--- START ---
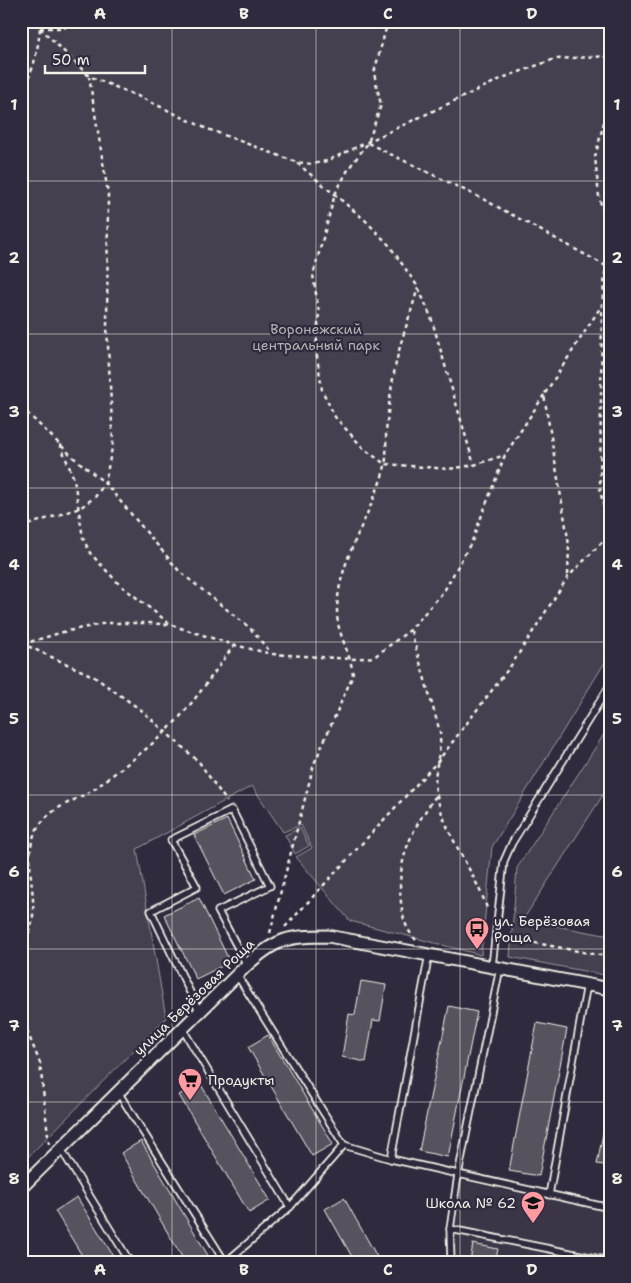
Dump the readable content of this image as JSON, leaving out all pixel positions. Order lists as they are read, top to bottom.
{
  "streets": {
    "street": ["улица Берёзовая Роща"]
  },
  "parks": ["Воронежский центральный парк"],
  "places": {
    "bus stop": ["ул. Берёзовая Роща"],
    "supermarket": ["Продукты"],
    "school or university": ["Школа № 62"]
  },
  "scale_bar": "50 m",
  "grid": {
    "columns": [
      "A",
      "B",
      "C",
      "D"
    ],
    "rows": [
      "1",
      "2",
      "3",
      "4",
      "5",
      "6",
      "7",
      "8"
    ]
  }
}
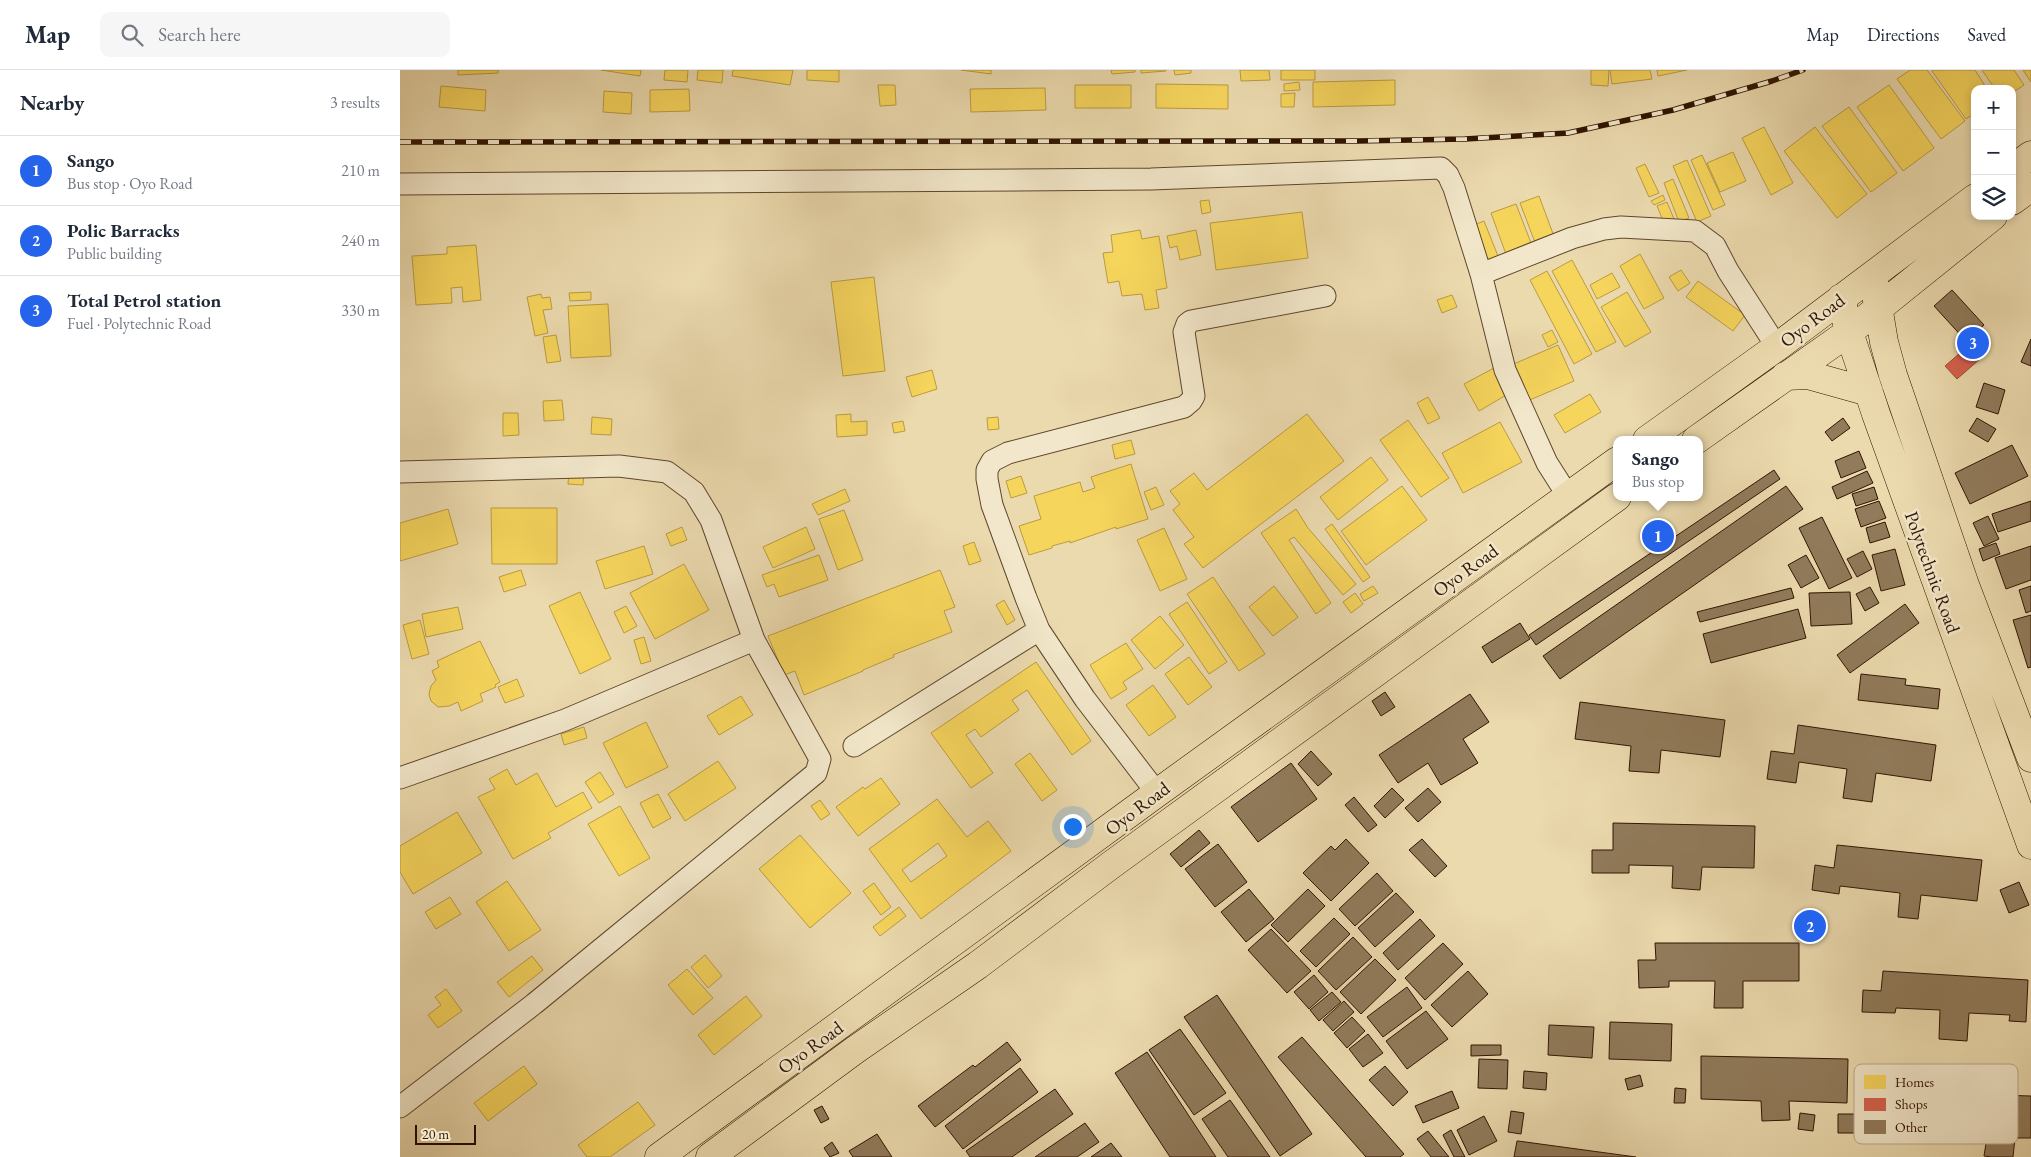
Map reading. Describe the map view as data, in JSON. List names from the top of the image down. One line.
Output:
{"streets":{"main road":["Oyo Road","Polytechnic Road"]},"crossings":[["Oyo Road","Polytechnic Road"]],"legend":["Homes","Shops","Other"],"scale_bar":"20 m","page":{"header":"Map","search":"Search here","nav":["Map","Directions","Saved"],"heading":["Nearby","3 results"],"map_buttons":["+","−"],"list":[{"mark":"1","name":"Sango","note":"Bus stop · Oyo Road","value":"210 m"},{"mark":"2","name":"Polic Barracks","note":"Public building","value":"240 m"},{"mark":"3","name":"Total Petrol station","note":"Fuel · Polytechnic Road","value":"330 m"}],"pins":["3","1","2"],"popup":["Sango","Bus stop"],"scale":"20 m"}}
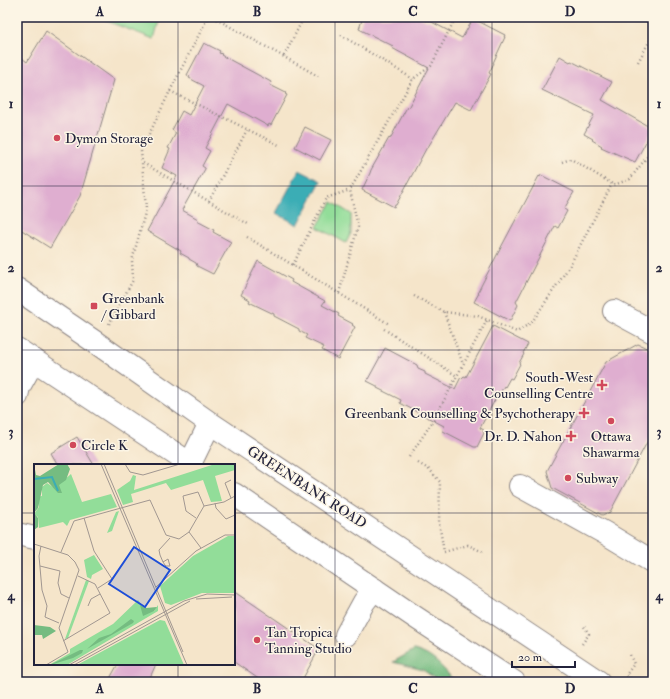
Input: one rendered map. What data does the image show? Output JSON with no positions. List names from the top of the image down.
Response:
{
  "streets": {
    "main road": ["GREENBANK ROAD"]
  },
  "places": {
    "other": [
      "Dymon Storage",
      "Ottawa Shawarma",
      "Circle K",
      "Subway",
      "Tan Tropica Tanning Studio"
    ],
    "transit": ["Greenbank / Gibbard"],
    "health": ["South-West Counselling Centre", "Greenbank Counselling & Psychotherapy", "Dr. D. Nahon"]
  },
  "scale_bar": "20 m",
  "grid": {
    "columns": [
      "A",
      "B",
      "C",
      "D"
    ],
    "rows": [
      "1",
      "2",
      "3",
      "4"
    ]
  }
}
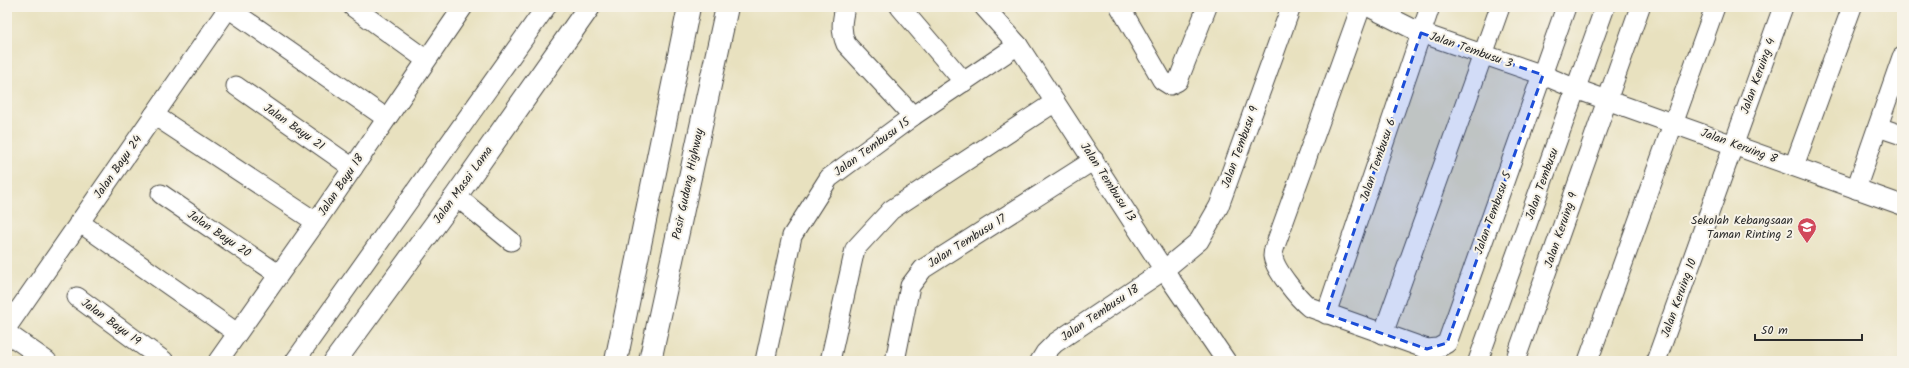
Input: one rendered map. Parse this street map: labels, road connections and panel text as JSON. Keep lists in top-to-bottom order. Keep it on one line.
--- END ---
**What you need to do**
Write the full listing out again with every line unchanged, but include no pictures.

**Response for this exercise**
Dump the readable content of this image as JSON, leaving out all pixel positions. Order lists as they are read, top to bottom.
{
  "streets": {
    "street": ["улица Берёзовая Роща"]
  },
  "parks": ["Воронежский центральный парк"],
  "places": {
    "bus stop": ["ул. Берёзовая Роща"],
    "supermarket": ["Продукты"],
    "school or university": ["Школа № 62"]
  },
  "scale_bar": "50 m",
  "grid": {
    "columns": [
      "A",
      "B",
      "C",
      "D"
    ],
    "rows": [
      "1",
      "2",
      "3",
      "4",
      "5",
      "6",
      "7",
      "8"
    ]
  }
}
Map reading. Describe the map view as data, in JSON. List names from the top of the image down. One line.
Output:
{"streets":{"main road":["Oyo Road","Polytechnic Road"]},"crossings":[["Oyo Road","Polytechnic Road"]],"legend":["Homes","Shops","Other"],"scale_bar":"20 m","page":{"header":"Map","search":"Search here","nav":["Map","Directions","Saved"],"heading":["Nearby","3 results"],"map_buttons":["+","−"],"list":[{"mark":"1","name":"Sango","note":"Bus stop · Oyo Road","value":"210 m"},{"mark":"2","name":"Polic Barracks","note":"Public building","value":"240 m"},{"mark":"3","name":"Total Petrol station","note":"Fuel · Polytechnic Road","value":"330 m"}],"pins":["3","1","2"],"popup":["Sango","Bus stop"],"scale":"20 m"}}
Input: one rendered map. What data does the image show? Output JSON with no positions. List names from the top of the image down.
Response:
{
  "streets": {
    "main road": ["GREENBANK ROAD"]
  },
  "places": {
    "other": [
      "Dymon Storage",
      "Ottawa Shawarma",
      "Circle K",
      "Subway",
      "Tan Tropica Tanning Studio"
    ],
    "transit": ["Greenbank / Gibbard"],
    "health": ["South-West Counselling Centre", "Greenbank Counselling & Psychotherapy", "Dr. D. Nahon"]
  },
  "scale_bar": "20 m",
  "grid": {
    "columns": [
      "A",
      "B",
      "C",
      "D"
    ],
    "rows": [
      "1",
      "2",
      "3",
      "4"
    ]
  }
}
Input: one rendered map. Parse this street map: labels, road connections and panel text as JSON. Keep lists in top-to-bottom order. Keep it on one line.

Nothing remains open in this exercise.